╭─ Supplied entries

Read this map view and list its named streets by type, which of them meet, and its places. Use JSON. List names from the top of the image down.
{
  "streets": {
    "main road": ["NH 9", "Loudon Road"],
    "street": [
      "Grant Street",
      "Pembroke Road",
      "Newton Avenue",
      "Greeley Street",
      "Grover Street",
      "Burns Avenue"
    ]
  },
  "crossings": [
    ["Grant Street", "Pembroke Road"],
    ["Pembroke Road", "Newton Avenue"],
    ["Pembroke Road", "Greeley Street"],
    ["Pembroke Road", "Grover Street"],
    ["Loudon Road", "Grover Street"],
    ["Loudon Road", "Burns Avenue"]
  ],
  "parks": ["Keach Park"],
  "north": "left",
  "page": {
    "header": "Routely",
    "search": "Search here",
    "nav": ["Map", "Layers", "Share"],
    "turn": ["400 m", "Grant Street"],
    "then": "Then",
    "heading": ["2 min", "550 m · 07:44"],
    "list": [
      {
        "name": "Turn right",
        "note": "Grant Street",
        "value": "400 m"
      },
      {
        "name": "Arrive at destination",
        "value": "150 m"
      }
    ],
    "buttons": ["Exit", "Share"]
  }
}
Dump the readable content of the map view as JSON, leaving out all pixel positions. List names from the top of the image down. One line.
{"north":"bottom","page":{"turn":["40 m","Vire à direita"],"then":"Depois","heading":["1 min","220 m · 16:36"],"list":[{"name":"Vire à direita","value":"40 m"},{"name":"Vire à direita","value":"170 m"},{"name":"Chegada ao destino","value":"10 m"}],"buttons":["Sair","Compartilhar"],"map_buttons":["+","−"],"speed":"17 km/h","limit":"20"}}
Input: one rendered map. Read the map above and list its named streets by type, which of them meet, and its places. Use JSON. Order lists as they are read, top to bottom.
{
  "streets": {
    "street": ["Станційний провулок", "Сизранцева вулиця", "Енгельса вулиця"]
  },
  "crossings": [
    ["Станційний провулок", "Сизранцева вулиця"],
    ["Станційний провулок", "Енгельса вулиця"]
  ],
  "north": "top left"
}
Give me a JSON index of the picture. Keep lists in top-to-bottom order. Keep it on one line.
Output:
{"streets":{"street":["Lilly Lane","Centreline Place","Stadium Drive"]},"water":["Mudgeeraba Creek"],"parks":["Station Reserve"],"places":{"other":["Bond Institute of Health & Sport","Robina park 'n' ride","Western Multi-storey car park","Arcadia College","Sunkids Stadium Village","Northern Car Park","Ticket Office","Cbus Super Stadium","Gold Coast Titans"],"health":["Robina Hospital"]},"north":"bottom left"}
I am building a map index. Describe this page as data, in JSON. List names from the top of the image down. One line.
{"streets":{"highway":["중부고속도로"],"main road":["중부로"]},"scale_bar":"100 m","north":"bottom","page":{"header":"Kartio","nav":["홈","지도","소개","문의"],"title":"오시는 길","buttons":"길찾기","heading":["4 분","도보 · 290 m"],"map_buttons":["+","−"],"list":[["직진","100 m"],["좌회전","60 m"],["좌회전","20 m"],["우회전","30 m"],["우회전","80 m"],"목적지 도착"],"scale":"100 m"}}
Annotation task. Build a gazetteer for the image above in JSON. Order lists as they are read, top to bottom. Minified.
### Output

╰─

Set down the lines above exactly as written. Begin at the line containing "Annotation task. Build" and stop after the last line.

Annotation task. Build a gazetteer for the image above in JSON. Order lists as they are read, top to bottom. Minified.
### Output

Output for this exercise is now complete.